Бэкингем раскрыл рот от удивления.
— Он будет спать ещё часа три, если не больше, — заверила герцога королева. — Сонное зелье моего парфюмера всегда действует безотказно, так что у Вашей светлости ещё есть время рассказать мне историю о пластырях и настойках.
— Вы спасли мне жизнь, Ваше Величество, — Бэкингем уже начал верить, что сумеет и на этот раз выйти сухим из воды.

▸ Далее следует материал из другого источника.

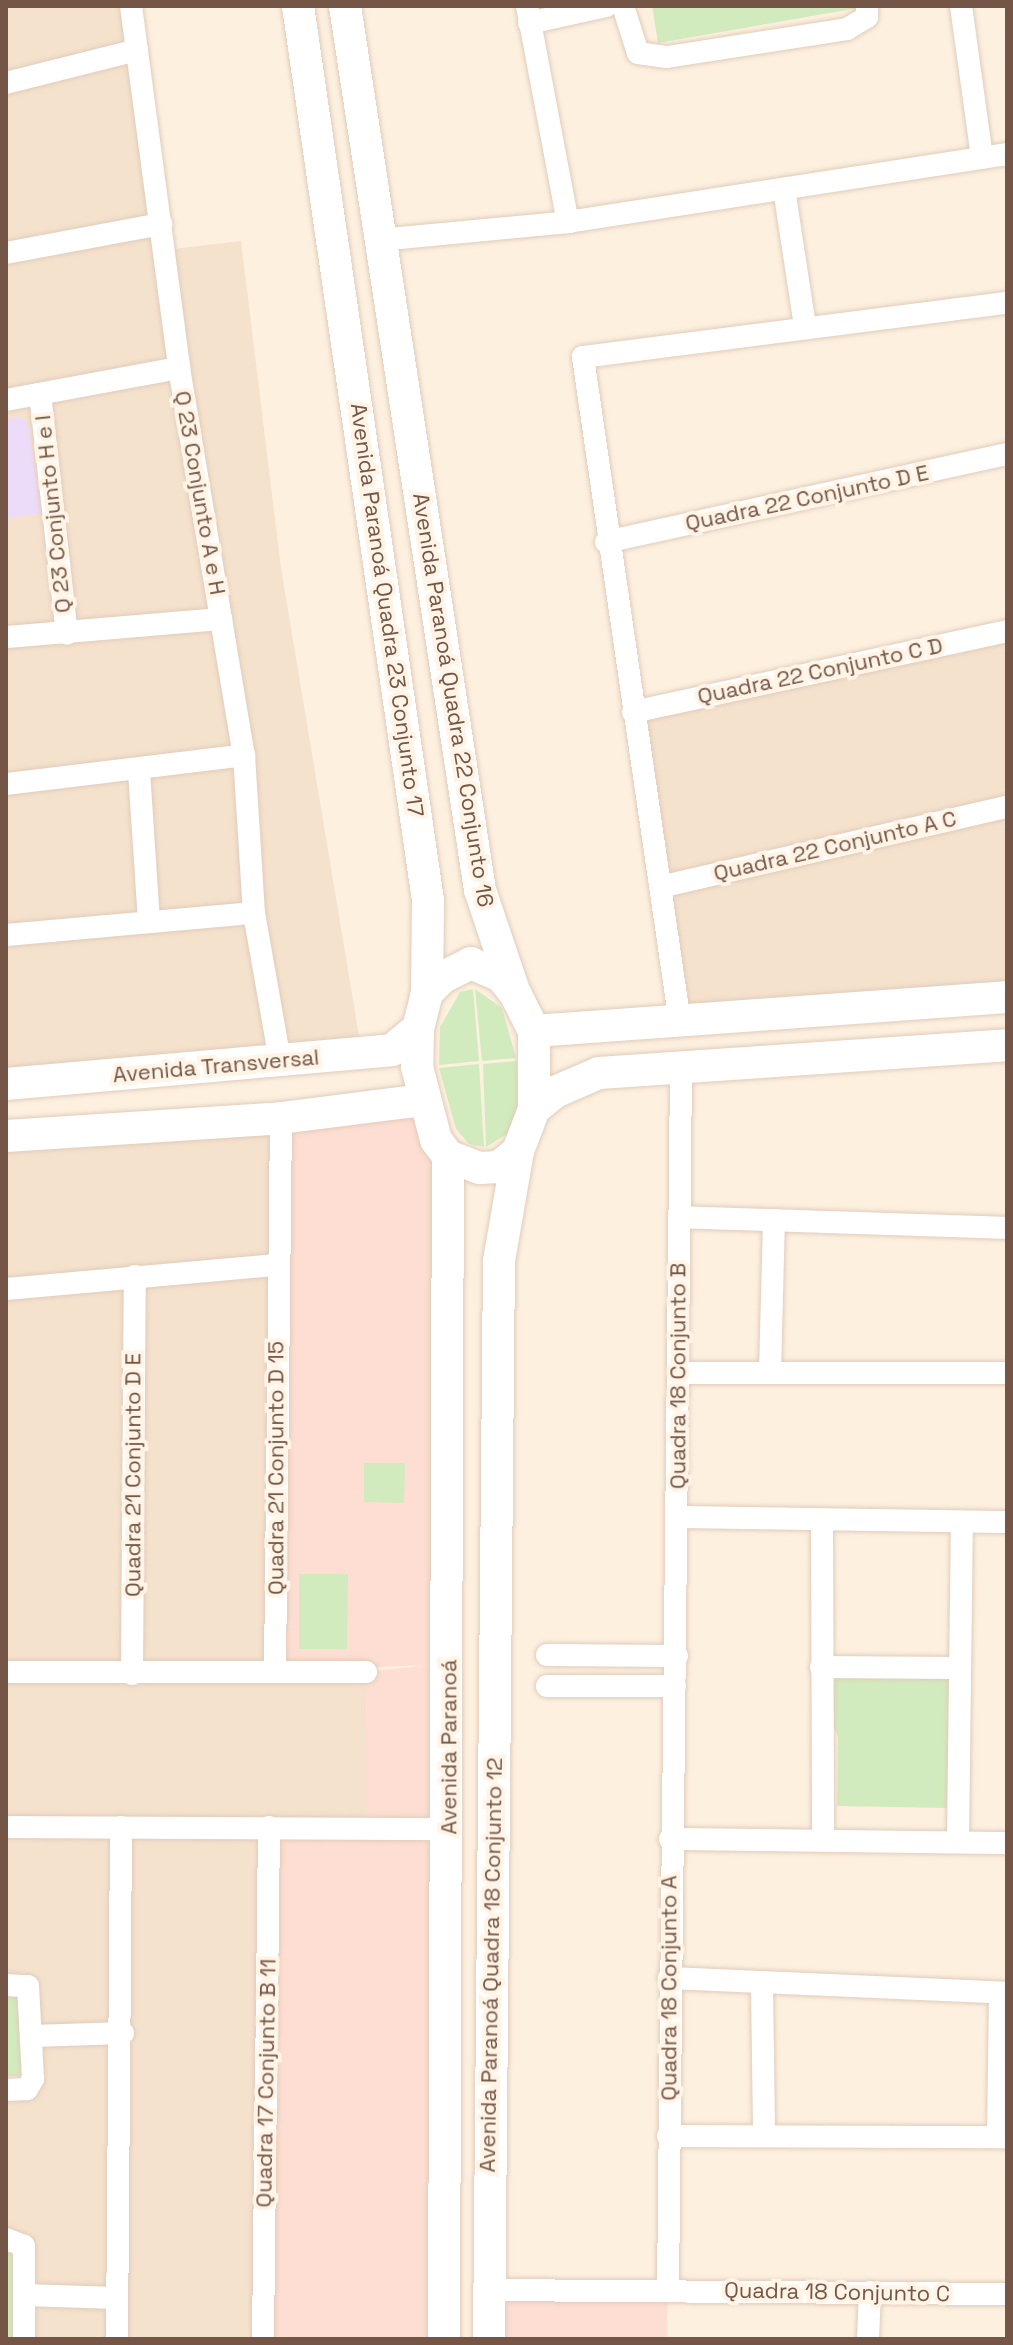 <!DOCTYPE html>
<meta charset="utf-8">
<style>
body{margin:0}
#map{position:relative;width:1013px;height:2345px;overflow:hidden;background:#fdf0df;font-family:"Space Grotesk",sans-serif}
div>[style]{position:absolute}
.residential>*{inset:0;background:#f5e2cd}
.commercial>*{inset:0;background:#feded2}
.education>*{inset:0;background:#eddcf9}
.green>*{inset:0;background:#d2ebbe}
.roads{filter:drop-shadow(0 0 2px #e1ccbb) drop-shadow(0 0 2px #e1ccbb)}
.street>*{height:22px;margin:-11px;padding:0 11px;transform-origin:11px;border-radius:11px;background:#fff}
.secondary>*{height:32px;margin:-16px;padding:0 16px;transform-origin:16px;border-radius:16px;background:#fff}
span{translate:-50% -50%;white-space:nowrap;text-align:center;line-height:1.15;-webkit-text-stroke:8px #fff4e6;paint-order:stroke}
.street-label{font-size:22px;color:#745546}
.frame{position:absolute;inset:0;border:8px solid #745546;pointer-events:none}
</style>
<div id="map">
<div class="residential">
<i style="clip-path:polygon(6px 6px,131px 6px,165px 250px,241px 241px,281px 568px,362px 1054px,6px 1086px)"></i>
<i style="clip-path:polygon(1007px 631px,1007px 998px,680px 1023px,633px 712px)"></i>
<i style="clip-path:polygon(281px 1118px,366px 1672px,368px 1827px,263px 2339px,30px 2339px,30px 2234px,6px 2233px,6px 2093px,36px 2093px,6px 1978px,6px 1134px)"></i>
</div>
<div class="commercial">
<i style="clip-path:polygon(426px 1095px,448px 1150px,443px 2339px,263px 2339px,269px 1827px,367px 1828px,366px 1672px,429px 1665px,275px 1671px,281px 1118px)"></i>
<i style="clip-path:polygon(496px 2289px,668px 2291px,667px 2339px,495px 2339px)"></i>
</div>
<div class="education">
<i style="clip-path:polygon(20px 417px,28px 422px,42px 513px,6px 519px,6px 419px)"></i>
</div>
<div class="green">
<i style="clip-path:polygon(652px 6px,870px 6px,658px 43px)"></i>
<i style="clip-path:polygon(473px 989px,479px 1061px,439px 1065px,440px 1027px,460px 992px)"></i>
<i style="clip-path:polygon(475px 989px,502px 1008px,516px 1058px,482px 1061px)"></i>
<i style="clip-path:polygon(517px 1061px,519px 1108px,510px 1132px,486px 1147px,483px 1064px)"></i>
<i style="clip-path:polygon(479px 1064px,484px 1147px,469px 1144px,456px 1129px,439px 1068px)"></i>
<i style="clip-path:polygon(364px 1463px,405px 1463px,404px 1503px,364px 1502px)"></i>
<i style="clip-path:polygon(299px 1574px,348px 1574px,347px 1649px,299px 1649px)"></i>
<i style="clip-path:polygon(830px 1672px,949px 1674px,947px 1808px,837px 1806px,838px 1737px,829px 1714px)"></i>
<i style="clip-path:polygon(6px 1990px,33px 1990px,36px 2076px,6px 2076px)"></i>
<i style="clip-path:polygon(6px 2245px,19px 2245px,21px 2338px,6px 2339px)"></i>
</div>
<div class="roads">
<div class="street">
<i style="left:131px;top:6px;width:365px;rotate:82.4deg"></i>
<i style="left:179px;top:368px;width:392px;rotate:80.5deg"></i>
<i style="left:244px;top:755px;width:158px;rotate:86.4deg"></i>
<i style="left:254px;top:913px;width:150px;rotate:80deg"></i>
<i style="left:527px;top:6px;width:220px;rotate:79.3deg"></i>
<i style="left:623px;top:6px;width:49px;rotate:72.3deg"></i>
<i style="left:638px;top:53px;width:29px;rotate:8deg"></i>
<i style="left:667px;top:57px;width:182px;rotate:-8.8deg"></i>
<i style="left:847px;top:29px;width:23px;rotate:-31deg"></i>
<i style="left:867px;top:17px;width:11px;rotate:-90deg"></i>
<i style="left:961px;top:6px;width:153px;rotate:82.1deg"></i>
<i style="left:529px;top:23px;width:79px;rotate:-12.4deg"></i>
<i style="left:6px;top:83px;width:135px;rotate:-14.1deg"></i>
<i style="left:784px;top:189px;width:140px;rotate:81.3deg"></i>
<i style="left:379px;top:240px;width:190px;rotate:-5.4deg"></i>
<i style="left:568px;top:222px;width:444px;rotate:-8.8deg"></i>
<i style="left:6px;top:253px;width:158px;rotate:-10.6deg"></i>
<i style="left:40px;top:394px;width:241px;rotate:83.6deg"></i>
<i style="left:6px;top:400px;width:176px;rotate:-10.5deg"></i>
<i style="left:606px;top:542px;width:411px;rotate:-12.4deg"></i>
<i style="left:6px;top:637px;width:216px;rotate:-4.8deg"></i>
<i style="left:633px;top:712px;width:383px;rotate:-12.2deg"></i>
<i style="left:139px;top:771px;width:149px;rotate:86.2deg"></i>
<i style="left:6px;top:784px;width:240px;rotate:-6.9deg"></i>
<i style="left:664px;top:886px;width:352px;rotate:-13deg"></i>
<i style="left:6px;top:935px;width:249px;rotate:-5.1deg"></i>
<i style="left:680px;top:1023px;width:673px;rotate:-98.29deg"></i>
<i style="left:583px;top:357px;width:427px;rotate:-7.3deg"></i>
<i style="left:679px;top:1217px;width:328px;rotate:1.9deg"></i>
<i style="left:6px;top:1289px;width:272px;rotate:-5.1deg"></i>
<i style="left:770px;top:1372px;width:152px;rotate:-88.5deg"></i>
<i style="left:678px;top:1373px;width:329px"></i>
<i style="left:677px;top:1517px;width:330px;rotate:0.9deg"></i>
<i style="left:822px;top:1521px;width:320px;rotate:89.8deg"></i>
<i style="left:547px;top:1655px;width:130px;rotate:0.4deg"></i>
<i style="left:821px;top:1667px;width:137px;rotate:0.4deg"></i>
<i style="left:275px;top:1671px;width:553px;rotate:-89.38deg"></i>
<i style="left:6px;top:1672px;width:360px"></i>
<i style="left:132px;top:1674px;width:398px;rotate:-89.6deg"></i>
<i style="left:547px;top:1686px;width:128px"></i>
<i style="left:6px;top:1827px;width:442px;rotate:0.3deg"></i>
<i style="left:670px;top:1839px;width:337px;rotate:0.7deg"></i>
<i style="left:958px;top:1842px;width:320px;rotate:-89.3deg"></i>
<i style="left:669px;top:1978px;width:338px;rotate:2.5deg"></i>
<i style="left:6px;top:1985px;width:22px;rotate:3deg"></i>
<i style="left:28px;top:1986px;width:93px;rotate:86.9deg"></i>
<i style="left:33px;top:2079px;width:12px;rotate:121deg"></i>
<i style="left:27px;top:2089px;width:21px;rotate:177deg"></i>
<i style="left:762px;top:1986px;width:147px;rotate:89.2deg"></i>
<i style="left:33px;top:2036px;width:90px;rotate:-1.9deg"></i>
<i style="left:668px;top:2136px;width:339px;rotate:0.2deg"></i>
<i style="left:998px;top:2137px;width:144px;rotate:-89.2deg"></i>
<i style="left:6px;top:2239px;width:19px;rotate:21deg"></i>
<i style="left:24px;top:2246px;width:93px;rotate:90deg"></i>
<i style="left:489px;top:2290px;width:518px;rotate:0.44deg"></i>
<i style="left:668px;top:2291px;width:1225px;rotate:-89.39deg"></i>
<i style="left:24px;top:2295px;width:93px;rotate:1.8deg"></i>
<i style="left:117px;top:2339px;width:512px;rotate:-89.55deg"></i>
<i style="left:263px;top:2339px;width:512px;rotate:-89.33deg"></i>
<i style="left:868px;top:2339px;width:47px;rotate:-87.6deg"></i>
</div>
<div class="secondary">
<i style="left:298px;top:6px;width:903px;rotate:81.73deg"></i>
<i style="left:428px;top:900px;width:93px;rotate:90.6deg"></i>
<i style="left:427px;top:993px;width:36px;rotate:104deg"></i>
<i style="left:418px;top:1028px;width:39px;rotate:91deg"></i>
<i style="left:417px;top:1067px;width:75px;rotate:75.4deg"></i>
<i style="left:436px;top:1140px;width:20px;rotate:53deg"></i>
<i style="left:448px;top:1156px;width:34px;rotate:21deg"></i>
<i style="left:480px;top:1168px;width:19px;rotate:-3deg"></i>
<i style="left:499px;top:1167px;width:25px;rotate:-40deg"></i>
<i style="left:518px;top:1151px;width:45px;rotate:-69.1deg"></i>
<i style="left:534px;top:1109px;width:78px;rotate:-90deg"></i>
<i style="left:534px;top:1031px;width:40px;rotate:-116.6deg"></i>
<i style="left:516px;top:995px;width:24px;rotate:-128deg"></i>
<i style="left:501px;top:976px;width:33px;rotate:-157deg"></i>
<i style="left:471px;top:963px;width:31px;rotate:153deg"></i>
<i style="left:443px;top:977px;width:23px;rotate:135deg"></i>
<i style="left:345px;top:6px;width:894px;rotate:81.32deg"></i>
<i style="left:480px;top:890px;width:103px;rotate:71.4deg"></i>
<i style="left:534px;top:1031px;width:474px;rotate:-4.1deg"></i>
<i style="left:6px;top:1084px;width:387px;rotate:-5deg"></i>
<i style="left:392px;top:1050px;width:34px;rotate:-40deg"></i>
<i style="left:534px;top:1109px;width:27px;rotate:-39deg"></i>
<i style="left:555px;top:1092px;width:48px;rotate:-23.4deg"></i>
<i style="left:599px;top:1073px;width:409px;rotate:-3.9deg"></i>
<i style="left:6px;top:1136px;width:276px;rotate:-3.7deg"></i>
<i style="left:281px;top:1118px;width:144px;rotate:-7.2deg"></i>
<i style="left:444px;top:2339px;width:1183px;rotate:-89.81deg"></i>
<i style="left:489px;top:2339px;width:1078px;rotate:-89.47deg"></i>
<i style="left:499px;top:1261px;width:112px;rotate:-80.2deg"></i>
</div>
</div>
<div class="street-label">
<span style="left:200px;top:493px;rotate:80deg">Q 23 Conjunto A e H</span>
<span style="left:807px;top:498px;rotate:-12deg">Quadra 22 Conjunto D E</span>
<span style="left:53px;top:514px;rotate:-96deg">Q 23 Conjunto H e I</span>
<span style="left:387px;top:610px;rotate:82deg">Avenida Paranoá Quadra 23 Conjunto 17</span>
<span style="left:820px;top:671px;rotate:-12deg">Quadra 22 Conjunto C D</span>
<span style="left:453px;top:700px;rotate:81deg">Avenida Paranoá Quadra 22 Conjunto 16</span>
<span style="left:835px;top:846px;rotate:-13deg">Quadra 22 Conjunto A C</span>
<span style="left:216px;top:1066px;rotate:-5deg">Avenida Transversal</span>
<span style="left:678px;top:1376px;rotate:-90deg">Quadra 18 Conjunto B</span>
<span style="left:276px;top:1468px;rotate:-90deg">Quadra 21 Conjunto D 15</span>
<span style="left:133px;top:1475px;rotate:-90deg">Quadra 21 Conjunto D E</span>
<span style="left:449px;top:1747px;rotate:-90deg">Avenida Paranoá</span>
<span style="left:491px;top:1965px;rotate:-89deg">Avenida Paranoá Quadra 18 Conjunto 12</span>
<span style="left:669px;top:1988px;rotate:-90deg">Quadra 18 Conjunto A</span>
<span style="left:266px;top:2083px;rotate:-89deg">Quadra 17 Conjunto B 11</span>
<span style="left:837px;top:2292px;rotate:1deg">Quadra 18 Conjunto C</span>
</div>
<div class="frame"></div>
</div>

— Нет, герцог, всего лишь отстрочила смертный приговор. Остальное будет зависеть от Вашего рассказа.
— Ох, Мадам, — вздохнул министр, и, махнув рукой на все правила этикета, бессильно растянулся в кресле. — Как бы мне хотелось говорить с Вами о более приятных вещах! Но, так и быть, слушайте… Когда покойный король лежал на смертном одре, я делал всё возможное, чтобы спасти жизнь Его Величества. Следуя советам сведущих людей, я попытался вылечить короля неким чудодейственным снадобьем и целебными пластырями, которые когда-то поставили на ноги и меня самого. А теперь мне это вменяют в преступление!

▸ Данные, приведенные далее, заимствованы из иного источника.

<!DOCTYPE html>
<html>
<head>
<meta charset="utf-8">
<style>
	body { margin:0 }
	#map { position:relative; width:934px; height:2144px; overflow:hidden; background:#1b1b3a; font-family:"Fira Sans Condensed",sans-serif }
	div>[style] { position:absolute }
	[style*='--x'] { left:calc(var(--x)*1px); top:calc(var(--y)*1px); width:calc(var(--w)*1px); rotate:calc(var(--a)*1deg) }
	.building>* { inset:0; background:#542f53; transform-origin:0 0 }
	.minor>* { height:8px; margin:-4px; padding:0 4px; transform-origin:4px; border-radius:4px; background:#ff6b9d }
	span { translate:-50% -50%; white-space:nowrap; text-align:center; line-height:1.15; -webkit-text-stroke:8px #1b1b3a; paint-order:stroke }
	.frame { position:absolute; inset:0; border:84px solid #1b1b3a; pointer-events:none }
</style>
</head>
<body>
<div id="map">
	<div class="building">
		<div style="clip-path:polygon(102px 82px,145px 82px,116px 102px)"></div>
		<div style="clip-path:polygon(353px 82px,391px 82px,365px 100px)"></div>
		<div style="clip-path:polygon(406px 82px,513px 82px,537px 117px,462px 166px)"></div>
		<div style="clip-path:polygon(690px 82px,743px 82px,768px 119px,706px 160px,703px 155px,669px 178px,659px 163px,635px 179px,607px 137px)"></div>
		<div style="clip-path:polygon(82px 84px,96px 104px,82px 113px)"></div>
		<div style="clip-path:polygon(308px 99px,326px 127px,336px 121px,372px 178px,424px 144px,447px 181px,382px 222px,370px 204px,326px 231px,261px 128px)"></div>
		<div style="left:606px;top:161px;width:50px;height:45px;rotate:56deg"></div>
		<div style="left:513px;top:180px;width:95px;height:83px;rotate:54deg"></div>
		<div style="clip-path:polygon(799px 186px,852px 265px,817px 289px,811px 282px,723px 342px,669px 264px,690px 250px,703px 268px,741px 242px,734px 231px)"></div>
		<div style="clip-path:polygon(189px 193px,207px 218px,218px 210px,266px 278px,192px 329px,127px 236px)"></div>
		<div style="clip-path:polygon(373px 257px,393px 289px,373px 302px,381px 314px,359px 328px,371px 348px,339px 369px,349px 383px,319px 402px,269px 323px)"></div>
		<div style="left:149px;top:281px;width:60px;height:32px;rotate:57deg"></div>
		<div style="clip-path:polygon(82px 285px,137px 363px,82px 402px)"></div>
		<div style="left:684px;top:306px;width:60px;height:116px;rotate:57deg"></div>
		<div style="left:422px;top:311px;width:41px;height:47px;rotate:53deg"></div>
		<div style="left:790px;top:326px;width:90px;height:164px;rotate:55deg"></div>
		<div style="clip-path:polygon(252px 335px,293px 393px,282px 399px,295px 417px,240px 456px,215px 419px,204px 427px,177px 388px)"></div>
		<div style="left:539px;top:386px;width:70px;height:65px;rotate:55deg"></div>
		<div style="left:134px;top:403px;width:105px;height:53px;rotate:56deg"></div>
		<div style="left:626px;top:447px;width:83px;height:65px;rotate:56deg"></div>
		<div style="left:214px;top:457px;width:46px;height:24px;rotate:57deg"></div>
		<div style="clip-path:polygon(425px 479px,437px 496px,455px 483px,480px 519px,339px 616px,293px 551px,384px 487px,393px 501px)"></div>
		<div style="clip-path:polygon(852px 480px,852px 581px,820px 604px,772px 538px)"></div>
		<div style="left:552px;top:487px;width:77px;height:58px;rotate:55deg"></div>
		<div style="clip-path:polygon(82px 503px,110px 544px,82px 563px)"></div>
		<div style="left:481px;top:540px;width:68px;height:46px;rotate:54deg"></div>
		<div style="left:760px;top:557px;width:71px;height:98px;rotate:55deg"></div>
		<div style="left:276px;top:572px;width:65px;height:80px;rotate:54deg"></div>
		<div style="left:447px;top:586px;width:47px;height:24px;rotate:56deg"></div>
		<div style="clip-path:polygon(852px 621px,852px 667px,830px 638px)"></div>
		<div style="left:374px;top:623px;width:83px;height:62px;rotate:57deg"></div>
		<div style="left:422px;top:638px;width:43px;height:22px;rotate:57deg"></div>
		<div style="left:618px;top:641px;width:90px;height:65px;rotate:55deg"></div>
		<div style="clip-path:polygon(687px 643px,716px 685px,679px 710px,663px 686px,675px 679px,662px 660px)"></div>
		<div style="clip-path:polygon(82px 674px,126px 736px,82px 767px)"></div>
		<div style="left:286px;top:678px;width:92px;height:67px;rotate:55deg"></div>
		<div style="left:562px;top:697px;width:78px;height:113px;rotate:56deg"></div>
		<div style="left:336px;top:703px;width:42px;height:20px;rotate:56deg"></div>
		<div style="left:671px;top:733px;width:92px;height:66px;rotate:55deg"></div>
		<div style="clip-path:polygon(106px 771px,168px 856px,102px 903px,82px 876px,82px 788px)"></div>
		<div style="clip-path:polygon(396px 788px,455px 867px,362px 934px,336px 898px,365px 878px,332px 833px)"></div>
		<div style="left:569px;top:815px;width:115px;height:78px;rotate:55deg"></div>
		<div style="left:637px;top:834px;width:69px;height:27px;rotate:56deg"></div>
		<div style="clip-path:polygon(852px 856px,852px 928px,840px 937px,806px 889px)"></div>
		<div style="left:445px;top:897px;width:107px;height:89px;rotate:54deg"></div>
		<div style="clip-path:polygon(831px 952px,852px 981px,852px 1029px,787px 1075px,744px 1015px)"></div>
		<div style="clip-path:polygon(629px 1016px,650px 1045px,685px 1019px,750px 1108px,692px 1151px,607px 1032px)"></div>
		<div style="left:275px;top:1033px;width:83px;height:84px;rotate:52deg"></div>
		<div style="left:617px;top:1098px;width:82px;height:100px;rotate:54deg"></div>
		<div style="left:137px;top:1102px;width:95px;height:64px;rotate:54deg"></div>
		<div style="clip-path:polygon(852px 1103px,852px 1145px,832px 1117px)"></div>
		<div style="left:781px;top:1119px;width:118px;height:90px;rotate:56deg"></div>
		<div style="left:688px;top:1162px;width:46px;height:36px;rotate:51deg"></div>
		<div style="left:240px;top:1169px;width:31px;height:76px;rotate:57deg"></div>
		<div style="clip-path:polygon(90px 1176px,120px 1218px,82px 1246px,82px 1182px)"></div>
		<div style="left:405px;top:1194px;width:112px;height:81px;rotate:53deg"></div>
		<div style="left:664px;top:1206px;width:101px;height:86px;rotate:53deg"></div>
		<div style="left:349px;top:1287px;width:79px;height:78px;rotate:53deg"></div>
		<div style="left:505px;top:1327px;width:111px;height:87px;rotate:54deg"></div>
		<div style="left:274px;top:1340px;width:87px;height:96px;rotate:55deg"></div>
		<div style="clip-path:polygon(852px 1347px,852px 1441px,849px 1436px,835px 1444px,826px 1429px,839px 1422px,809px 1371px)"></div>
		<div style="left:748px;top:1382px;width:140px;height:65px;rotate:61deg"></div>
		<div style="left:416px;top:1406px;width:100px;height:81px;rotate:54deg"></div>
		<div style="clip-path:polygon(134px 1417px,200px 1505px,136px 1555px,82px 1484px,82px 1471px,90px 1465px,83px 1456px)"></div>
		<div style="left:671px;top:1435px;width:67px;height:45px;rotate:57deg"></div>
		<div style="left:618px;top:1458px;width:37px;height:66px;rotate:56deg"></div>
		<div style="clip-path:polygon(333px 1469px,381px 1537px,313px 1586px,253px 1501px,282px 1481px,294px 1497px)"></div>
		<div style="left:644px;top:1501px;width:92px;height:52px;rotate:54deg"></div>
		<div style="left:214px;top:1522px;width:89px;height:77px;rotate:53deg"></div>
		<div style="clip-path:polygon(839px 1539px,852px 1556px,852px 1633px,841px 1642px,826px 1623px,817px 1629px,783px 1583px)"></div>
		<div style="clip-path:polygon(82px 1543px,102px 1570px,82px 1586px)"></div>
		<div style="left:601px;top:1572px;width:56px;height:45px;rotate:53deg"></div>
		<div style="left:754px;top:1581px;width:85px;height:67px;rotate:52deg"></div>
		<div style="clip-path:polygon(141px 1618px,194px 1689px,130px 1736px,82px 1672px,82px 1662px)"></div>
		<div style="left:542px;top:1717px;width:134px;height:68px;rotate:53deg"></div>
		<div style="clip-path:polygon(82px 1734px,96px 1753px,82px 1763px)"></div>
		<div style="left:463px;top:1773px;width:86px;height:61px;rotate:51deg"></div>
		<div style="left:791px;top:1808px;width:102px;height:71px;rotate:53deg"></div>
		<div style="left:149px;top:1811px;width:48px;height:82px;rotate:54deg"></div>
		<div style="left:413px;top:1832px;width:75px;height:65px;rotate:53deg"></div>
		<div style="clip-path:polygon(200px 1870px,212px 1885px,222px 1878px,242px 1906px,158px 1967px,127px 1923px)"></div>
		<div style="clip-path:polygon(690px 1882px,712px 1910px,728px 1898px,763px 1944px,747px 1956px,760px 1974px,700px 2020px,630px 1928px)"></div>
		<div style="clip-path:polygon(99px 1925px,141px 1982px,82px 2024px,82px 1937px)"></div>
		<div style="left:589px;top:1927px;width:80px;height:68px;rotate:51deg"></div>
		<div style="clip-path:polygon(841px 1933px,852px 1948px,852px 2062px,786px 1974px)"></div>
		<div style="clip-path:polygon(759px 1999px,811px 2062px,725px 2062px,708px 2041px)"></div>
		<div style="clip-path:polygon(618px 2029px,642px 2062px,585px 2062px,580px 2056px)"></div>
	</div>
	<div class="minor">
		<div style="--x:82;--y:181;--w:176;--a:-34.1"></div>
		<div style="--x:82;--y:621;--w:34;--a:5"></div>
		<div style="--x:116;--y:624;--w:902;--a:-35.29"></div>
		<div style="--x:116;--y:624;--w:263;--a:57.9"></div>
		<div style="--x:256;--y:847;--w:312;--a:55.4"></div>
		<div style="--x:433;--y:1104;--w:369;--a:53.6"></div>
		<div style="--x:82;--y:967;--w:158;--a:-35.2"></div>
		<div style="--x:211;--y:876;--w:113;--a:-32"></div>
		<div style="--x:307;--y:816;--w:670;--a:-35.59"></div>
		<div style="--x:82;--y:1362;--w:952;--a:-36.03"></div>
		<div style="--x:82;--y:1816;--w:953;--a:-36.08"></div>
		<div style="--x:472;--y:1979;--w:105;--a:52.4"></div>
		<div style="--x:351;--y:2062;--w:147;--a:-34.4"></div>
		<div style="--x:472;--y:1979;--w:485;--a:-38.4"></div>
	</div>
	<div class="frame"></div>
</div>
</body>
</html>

— Я Вам верю, — кивнула Генриетта. — Но лучше заявить Вашим врагам, что король сам пожелал принять эти лекарства, и Вы не посмели противиться воли Его Величества, тем более, что лечение придворных медиков облегчения не принесло.
— Я так и сделаю, — согласился герцог. — Но это ещё не всё.
— Что ещё?
— Королевские медики Крейг и Иглишем, узнав о том, что король принимает неизвестные им лекарства, кричали на весь Лондон, что снимают с себя ответственность за здоровье Его Величества, чем очень меня разозлили. Не вдаваясь в подробности, скажу, что я приказал этим господам покинуть дворец под угрозой заключения в Тауэр… Я уверен, Бристоль ухватится за эту историю, чтобы подтвердить свои обвинения.